Una ramita chisporroteante de electricidad brotó de la punta del dedo acusador de Rumfoord.

—¡Eso que tú llamas tu amuleto —dijo Rumfoord— es la pieza de repuesto por la cual ha estado esperando tanto tiempo el mensajero tralfamadoriano!

«El mensajero —dijo Rumfoord— es la criatura color mandarina que está ahora acurrucada ahí afuera. Su nombre es Salo. Yo había confiado en que el mensajero daría a la humanidad un atisbo del mensaje que llevaba, puesto que la humanidad le daba un buen impulso en el camino. Por desgracia, tiene órdenes de no mostrar el mensaje a nadie. Es una máquina, y como tal no puede sino considerar que las órdenes son órdenes.

«Le pedí cortésmente que me mostrara el mensaje —dijo Rumfoord—. Desesperadamente se negó.

La ramita de electricidad del dedo de Rumfoord creció formando una espiral alrededor de su figura. Rumfoord contempló la espiral con triste desprecio.

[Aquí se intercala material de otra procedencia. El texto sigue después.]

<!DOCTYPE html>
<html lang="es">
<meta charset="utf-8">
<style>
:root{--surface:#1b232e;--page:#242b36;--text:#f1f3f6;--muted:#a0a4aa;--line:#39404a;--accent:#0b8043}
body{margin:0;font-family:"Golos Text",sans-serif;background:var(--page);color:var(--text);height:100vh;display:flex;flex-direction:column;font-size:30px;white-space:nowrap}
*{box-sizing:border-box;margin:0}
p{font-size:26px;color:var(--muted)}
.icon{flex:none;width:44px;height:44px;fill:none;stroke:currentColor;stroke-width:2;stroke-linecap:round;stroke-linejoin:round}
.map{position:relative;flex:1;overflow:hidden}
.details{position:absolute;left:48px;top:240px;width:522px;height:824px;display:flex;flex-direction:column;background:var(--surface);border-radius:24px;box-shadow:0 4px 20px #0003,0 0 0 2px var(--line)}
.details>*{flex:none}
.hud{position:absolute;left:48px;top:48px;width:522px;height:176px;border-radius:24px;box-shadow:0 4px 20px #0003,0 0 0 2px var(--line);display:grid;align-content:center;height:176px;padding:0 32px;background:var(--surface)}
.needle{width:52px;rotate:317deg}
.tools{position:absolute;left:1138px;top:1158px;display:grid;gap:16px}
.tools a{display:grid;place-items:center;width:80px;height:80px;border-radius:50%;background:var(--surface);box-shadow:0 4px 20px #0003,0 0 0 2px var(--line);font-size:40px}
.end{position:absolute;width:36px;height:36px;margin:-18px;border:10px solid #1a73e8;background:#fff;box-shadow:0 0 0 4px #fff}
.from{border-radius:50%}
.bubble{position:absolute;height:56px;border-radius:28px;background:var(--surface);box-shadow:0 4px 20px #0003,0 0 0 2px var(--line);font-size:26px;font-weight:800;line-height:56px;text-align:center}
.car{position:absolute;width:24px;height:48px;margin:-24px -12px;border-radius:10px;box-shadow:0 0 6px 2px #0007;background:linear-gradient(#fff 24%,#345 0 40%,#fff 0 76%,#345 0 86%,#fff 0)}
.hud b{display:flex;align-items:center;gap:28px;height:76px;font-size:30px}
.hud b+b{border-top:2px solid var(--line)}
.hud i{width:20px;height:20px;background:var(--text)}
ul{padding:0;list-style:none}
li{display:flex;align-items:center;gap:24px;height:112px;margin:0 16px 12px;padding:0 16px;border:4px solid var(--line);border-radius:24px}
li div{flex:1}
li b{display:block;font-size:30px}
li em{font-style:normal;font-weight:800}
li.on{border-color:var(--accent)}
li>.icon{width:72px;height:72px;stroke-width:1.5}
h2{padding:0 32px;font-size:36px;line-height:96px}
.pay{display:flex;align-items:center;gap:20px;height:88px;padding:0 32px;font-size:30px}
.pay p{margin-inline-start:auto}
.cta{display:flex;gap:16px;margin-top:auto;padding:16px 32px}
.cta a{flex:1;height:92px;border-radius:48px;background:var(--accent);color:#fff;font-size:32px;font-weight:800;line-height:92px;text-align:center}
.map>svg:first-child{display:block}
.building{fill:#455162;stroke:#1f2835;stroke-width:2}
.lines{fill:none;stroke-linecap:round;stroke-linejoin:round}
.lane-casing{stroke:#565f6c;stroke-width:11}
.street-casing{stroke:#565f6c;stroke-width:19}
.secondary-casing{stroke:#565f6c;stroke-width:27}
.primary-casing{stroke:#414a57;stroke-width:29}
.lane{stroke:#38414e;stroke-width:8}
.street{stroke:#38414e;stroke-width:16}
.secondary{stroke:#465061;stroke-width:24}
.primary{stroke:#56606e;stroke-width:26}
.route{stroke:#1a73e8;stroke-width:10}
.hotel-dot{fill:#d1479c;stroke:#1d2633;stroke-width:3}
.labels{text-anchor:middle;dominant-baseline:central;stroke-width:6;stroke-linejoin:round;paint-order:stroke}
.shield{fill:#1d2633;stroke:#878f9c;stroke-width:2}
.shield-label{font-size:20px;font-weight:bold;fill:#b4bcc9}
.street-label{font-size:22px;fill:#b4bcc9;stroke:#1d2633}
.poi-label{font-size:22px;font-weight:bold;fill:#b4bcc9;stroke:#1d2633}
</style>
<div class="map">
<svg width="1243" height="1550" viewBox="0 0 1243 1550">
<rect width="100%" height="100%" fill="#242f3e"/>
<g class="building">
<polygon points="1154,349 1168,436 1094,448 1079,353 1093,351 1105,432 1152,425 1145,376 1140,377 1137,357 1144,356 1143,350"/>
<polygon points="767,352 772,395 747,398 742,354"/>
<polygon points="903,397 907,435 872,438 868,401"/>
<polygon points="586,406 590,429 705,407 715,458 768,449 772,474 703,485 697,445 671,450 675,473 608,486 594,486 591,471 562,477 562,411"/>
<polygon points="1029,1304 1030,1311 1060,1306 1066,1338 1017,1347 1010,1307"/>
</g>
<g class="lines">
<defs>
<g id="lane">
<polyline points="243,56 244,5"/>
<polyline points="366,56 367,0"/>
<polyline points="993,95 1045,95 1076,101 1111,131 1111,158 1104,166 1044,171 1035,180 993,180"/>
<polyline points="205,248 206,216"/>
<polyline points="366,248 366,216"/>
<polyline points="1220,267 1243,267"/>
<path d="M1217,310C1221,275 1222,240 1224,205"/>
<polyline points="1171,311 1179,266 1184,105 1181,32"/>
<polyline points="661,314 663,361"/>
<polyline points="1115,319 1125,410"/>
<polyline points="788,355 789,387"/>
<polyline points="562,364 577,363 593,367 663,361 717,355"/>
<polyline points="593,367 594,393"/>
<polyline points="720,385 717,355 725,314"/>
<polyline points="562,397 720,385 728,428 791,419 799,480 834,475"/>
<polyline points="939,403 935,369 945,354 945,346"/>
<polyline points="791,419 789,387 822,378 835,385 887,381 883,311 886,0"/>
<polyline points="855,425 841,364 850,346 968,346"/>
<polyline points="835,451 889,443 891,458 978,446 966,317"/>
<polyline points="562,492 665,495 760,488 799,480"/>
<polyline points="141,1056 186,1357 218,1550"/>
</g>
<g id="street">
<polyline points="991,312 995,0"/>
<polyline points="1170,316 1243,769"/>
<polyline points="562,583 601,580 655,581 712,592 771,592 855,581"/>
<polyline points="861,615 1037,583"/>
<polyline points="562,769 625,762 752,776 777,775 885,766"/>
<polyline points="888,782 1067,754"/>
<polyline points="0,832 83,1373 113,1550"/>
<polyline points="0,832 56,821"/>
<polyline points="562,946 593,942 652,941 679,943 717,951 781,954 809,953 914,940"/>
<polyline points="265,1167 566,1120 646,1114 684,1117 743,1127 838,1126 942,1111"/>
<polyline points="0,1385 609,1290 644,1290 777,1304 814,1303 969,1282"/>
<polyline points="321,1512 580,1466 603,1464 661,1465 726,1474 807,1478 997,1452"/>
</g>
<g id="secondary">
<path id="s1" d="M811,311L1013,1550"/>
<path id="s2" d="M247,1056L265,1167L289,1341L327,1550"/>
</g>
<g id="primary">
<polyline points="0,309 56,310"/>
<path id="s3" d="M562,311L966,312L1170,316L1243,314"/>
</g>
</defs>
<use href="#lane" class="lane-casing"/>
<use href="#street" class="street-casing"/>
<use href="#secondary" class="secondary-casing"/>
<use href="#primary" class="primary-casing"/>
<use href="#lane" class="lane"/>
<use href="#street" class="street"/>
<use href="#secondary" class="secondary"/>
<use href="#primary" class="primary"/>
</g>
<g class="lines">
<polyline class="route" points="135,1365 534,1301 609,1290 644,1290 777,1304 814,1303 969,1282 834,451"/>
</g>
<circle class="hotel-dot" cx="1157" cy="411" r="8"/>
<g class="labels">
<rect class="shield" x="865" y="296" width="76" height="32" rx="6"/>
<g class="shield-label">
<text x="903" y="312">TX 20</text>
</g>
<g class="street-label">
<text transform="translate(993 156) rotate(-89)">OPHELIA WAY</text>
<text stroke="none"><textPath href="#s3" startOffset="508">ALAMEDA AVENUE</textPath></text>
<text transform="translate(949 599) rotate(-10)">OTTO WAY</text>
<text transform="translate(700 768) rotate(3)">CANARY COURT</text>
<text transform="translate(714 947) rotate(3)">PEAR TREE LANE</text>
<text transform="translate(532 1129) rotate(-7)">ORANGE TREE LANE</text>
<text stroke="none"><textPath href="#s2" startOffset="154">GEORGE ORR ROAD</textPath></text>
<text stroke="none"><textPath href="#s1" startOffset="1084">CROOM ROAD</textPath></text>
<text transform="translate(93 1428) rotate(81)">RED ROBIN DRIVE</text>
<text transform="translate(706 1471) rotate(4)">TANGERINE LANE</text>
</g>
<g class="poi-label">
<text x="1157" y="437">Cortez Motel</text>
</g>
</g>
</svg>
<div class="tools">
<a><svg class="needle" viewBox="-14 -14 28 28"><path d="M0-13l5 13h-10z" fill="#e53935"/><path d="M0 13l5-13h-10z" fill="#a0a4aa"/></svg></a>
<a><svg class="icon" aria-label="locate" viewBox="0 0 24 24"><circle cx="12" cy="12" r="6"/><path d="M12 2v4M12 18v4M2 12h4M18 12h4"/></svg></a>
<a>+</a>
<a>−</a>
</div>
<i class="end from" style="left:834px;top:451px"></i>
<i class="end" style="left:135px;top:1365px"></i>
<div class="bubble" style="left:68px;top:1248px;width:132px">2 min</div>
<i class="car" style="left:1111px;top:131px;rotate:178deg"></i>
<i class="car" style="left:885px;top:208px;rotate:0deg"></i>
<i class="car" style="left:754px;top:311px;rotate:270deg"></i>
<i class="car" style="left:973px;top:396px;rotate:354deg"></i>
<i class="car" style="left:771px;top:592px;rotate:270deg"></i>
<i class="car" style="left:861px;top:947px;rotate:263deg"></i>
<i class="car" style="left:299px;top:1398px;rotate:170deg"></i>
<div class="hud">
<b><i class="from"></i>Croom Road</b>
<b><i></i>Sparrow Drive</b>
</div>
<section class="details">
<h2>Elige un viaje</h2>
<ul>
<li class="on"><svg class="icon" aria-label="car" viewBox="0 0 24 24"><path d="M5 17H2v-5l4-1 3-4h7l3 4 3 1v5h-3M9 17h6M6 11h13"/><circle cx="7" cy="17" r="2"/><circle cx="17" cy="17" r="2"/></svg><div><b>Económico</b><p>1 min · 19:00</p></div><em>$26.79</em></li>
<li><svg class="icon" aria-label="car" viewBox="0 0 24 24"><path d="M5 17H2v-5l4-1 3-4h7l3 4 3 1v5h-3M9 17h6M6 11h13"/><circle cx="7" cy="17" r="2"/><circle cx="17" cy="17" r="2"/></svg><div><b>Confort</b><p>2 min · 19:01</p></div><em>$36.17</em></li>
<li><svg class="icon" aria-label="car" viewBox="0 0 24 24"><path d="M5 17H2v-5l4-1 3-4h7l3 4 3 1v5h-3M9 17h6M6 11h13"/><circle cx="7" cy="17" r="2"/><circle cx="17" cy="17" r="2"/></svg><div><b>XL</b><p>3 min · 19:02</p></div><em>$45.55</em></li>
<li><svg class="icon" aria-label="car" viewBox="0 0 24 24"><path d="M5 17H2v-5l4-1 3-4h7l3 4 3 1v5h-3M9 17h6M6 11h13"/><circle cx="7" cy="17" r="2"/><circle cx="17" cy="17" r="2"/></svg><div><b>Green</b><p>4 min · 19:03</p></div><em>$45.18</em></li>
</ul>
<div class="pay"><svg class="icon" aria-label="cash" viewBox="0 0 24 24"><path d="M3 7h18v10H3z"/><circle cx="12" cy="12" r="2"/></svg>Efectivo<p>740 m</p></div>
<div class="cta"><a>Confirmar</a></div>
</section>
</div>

—Pienso que quizá es esto —dijo de la espiral.

Y lo era. La espiral se condensó ligeramente, haciendo una reverencia. Y entonces empezó a girar alrededor de Rumfoord, hilando un capullo continuo de luz verde, susurrando.

—Todo lo que puedo decir —dijo Rumfoord desde el interior del capullo— es que he hecho todo lo que he podido para bien de mi Tierra natal mientras servía a los irresistibles deseos de Tralfamadore.

«Quizá ahora que la pieza de repuesto ha sido entregada al mensajero tralfamadoriano, Tralfamadore abandone el Sistema Solar a sí mismo. Quizá los terráqueos sean ahora libres de desarrollar y seguir sus propias inclinaciones como no lo han sido durante miles de años. —Estornudó—. La maravilla es que los terráqueos hayan sido capaces de lograr tanta coherencia como lo han hecho —dijo.